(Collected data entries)

....................

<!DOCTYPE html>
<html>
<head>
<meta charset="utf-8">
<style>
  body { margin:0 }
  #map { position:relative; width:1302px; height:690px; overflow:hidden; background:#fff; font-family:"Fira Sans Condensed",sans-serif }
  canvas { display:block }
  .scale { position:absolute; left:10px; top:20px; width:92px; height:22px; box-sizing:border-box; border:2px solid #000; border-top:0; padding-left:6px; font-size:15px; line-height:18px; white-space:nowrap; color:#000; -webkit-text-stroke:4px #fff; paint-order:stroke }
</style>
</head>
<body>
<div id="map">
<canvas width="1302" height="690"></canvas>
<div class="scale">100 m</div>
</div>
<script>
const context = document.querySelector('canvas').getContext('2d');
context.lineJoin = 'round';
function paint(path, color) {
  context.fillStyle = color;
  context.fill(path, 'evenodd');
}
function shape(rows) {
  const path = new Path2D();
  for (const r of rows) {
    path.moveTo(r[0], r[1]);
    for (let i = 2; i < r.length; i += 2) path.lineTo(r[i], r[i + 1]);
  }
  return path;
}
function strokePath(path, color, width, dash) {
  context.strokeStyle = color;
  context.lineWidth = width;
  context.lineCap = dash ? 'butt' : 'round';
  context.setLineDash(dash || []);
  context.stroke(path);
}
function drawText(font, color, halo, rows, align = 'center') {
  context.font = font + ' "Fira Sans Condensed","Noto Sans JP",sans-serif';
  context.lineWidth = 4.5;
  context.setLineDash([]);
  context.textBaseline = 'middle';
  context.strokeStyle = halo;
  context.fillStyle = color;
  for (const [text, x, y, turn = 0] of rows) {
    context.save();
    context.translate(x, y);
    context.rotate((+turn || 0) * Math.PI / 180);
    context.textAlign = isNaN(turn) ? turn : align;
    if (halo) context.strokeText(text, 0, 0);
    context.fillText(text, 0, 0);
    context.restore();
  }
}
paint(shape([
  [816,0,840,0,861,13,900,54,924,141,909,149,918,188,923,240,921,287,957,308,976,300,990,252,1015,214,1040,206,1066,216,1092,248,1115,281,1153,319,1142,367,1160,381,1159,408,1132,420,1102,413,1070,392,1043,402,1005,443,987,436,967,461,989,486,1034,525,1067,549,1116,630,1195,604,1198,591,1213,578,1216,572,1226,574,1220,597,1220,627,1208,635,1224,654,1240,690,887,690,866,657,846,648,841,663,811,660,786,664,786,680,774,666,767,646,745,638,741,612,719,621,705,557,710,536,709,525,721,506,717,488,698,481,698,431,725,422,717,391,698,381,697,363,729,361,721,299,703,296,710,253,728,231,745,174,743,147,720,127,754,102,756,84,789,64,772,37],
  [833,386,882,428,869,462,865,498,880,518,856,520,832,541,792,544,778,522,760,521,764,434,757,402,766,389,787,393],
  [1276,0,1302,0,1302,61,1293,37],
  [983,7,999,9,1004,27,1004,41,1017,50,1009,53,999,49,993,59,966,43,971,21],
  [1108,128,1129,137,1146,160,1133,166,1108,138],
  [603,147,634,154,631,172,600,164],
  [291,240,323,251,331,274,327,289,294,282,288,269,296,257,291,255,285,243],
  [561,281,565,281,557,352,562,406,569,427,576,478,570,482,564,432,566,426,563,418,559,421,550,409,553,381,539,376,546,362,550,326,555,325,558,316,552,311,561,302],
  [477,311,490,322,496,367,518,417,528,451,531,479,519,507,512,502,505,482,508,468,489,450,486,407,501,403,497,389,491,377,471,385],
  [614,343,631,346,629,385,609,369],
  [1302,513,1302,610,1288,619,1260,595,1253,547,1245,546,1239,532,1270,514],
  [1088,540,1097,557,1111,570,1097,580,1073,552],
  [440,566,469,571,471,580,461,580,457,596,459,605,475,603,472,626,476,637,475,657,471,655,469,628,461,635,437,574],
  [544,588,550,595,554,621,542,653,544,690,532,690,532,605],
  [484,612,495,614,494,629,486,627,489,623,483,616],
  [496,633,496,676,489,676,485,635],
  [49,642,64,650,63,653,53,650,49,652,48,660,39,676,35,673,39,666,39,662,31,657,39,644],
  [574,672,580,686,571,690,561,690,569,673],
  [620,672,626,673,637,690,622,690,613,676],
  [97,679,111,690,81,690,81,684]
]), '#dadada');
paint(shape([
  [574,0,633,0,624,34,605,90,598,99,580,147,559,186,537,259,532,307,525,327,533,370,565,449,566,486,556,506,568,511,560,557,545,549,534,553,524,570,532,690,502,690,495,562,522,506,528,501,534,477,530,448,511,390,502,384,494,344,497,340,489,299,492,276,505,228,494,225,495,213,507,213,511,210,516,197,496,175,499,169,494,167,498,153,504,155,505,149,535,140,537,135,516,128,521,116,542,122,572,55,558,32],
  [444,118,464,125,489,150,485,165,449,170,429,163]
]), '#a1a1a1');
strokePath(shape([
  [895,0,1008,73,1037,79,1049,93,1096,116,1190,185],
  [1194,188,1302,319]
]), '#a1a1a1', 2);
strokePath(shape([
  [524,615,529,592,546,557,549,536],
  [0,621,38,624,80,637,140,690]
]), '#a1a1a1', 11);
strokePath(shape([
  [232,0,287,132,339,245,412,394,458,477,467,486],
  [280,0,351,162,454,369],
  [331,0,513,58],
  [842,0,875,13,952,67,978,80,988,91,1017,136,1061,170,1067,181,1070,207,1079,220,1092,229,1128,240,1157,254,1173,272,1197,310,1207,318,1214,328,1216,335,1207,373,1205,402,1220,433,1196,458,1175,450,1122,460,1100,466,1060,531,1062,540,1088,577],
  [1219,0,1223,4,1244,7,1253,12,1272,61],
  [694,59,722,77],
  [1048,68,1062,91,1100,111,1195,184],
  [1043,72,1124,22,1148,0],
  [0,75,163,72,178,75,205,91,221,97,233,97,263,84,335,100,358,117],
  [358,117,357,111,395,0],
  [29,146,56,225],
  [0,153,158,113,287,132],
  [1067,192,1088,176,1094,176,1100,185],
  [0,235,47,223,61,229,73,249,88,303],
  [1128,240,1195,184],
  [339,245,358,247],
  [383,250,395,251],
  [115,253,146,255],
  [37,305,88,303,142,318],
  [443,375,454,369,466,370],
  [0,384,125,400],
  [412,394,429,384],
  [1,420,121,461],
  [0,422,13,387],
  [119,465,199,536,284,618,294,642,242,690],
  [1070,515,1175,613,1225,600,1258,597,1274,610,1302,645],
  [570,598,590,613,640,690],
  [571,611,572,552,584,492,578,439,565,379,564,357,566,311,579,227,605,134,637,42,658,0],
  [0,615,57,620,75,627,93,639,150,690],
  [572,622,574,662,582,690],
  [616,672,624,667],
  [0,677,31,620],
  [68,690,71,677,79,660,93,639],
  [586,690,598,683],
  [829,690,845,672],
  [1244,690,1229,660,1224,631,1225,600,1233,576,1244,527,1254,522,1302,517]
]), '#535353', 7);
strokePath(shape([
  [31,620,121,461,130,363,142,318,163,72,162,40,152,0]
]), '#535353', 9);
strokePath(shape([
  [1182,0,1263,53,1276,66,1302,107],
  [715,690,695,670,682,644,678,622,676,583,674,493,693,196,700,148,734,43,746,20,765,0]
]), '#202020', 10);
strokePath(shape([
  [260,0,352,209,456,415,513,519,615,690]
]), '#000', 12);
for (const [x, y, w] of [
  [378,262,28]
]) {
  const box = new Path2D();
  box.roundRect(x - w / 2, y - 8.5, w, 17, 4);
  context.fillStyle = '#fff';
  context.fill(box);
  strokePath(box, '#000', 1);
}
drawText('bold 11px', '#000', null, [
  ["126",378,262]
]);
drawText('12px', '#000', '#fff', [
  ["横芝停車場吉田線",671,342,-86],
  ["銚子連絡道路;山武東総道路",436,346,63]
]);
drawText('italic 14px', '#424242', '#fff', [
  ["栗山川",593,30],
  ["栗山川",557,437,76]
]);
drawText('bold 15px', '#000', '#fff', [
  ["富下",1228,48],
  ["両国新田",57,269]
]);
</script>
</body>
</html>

....................

YOUR ASSIGNMENT: Which lines above run from the one containing "context.fill(path, 'evenodd');" to the one containing "context.translate(x, y);"? Give them again exactly, both ends included.

RESPONSE TO THIS TASK:
  context.fill(path, 'evenodd');
}
function shape(rows) {
  const path = new Path2D();
  for (const r of rows) {
    path.moveTo(r[0], r[1]);
    for (let i = 2; i < r.length; i += 2) path.lineTo(r[i], r[i + 1]);
  }
  return path;
}
function strokePath(path, color, width, dash) {
  context.strokeStyle = color;
  context.lineWidth = width;
  context.lineCap = dash ? 'butt' : 'round';
  context.setLineDash(dash || []);
  context.stroke(path);
}
function drawText(font, color, halo, rows, align = 'center') {
  context.font = font + ' "Fira Sans Condensed","Noto Sans JP",sans-serif';
  context.lineWidth = 4.5;
  context.setLineDash([]);
  context.textBaseline = 'middle';
  context.strokeStyle = halo;
  context.fillStyle = color;
  for (const [text, x, y, turn = 0] of rows) {
    context.save();
    context.translate(x, y);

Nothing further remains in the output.